Preciso mesmo de HTTPS?
Para a autenticação simples (Basic Auth, passando ck e cs), sim, é obrigatório HTTPS — sem TLS, as chaves trafegam em texto puro e podem ser capturadas. Só faz sentido usar a alternativa OAuth 1.0a quando a loja está em HTTP (sem certificado), porque ela assina a requisição sem expor o secret na rede. Na prática, toda loja séria roda em HTTPS e usa Basic Auth; trate OAuth como exceção para ambientes legados.

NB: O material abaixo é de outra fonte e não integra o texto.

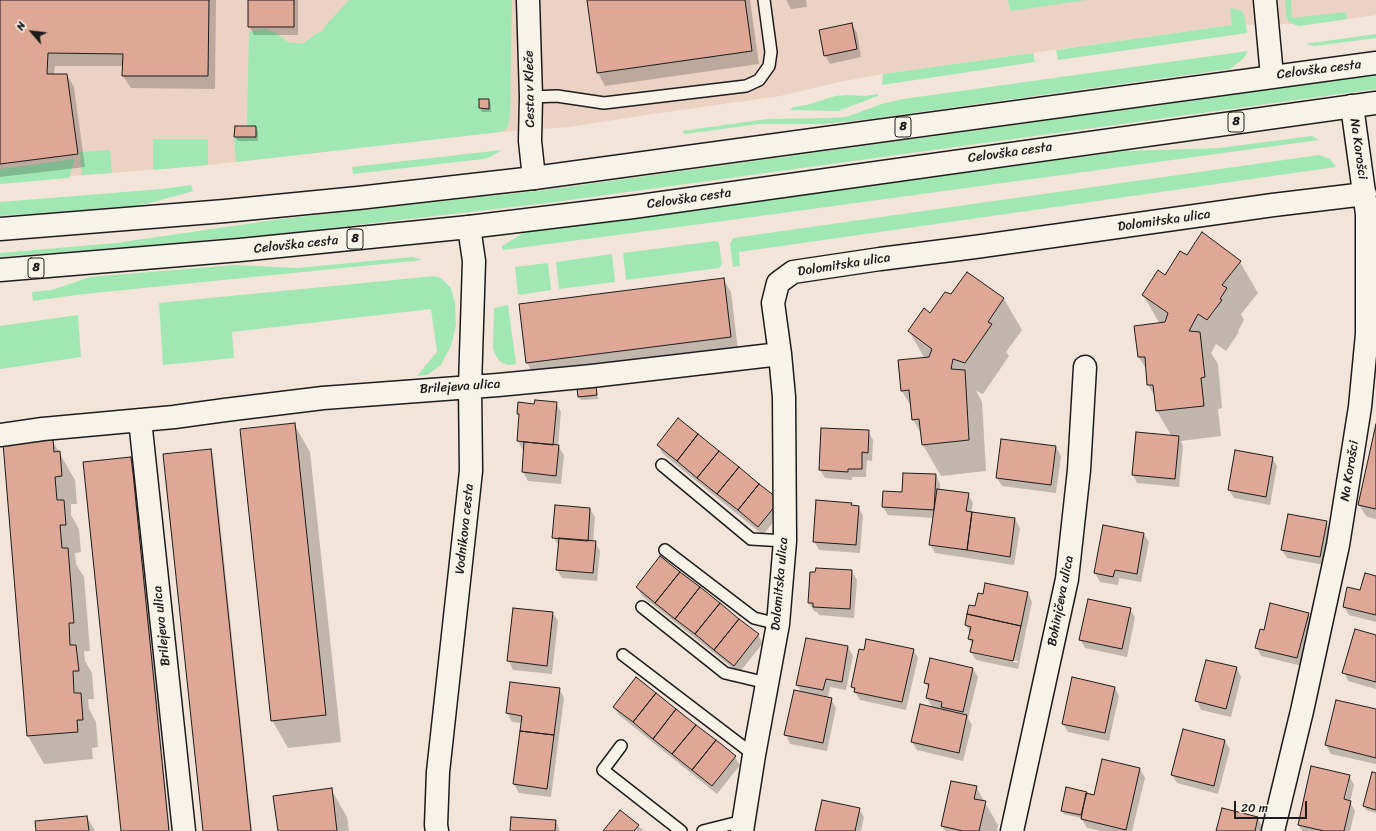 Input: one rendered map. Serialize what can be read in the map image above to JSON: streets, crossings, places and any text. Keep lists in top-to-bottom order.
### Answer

A REST API funciona com HPOS (High-Performance Order Storage)?
Sim, e essa é justamente uma das vantagens de usá-la. A API trabalha por cima da CRUD API do WooCommerce, que abstrai onde o pedido está armazenado. Então a mesma chamada GET /wp-json/wc/v3/orders funciona tanto no armazenamento legado quanto no HPOS, sem você precisar saber a diferença. É exatamente por isso que integrar via REST é preferível a mexer direto no banco: o SQL que funcionava em wp_postmeta quebra no HPOS, a chamada REST não. Veja migrar loja WooCommerce.
Como faço paginação de muitos pedidos?
Com os parâmetros per_page (o padrão é 10; aumente com cautela) e page. Para saber quantas páginas há, leia os cabeçalhos da resposta X-WP-Total (total de itens) e X-WP-TotalPages (total de páginas) — eles vêm na resposta, não no corpo. Não tente puxar tudo de uma vez: além de pesado para o servidor, há limites. Itere página a página até X-WP-TotalPages, e prefira filtrar por data (after/before) para reduzir o volume.
Para reagir a novos pedidos, faço polling na API?
Não faça polling constante — é ineficiente e esbarra em limites. Para reagir a eventos (pedido criado, atualizado, pagamento concluído), use webhooks: o WooCommerce envia um POST para a sua URL no momento do evento. Configure-os em Ajustes › Avançado › Webhooks, valide a assinatura (cabeçalho X-WC-Webhook-Signature) e responda rápido. Reserve as chamadas REST para leituras sob demanda e escritas; deixe os webhooks empurrarem os eventos para você.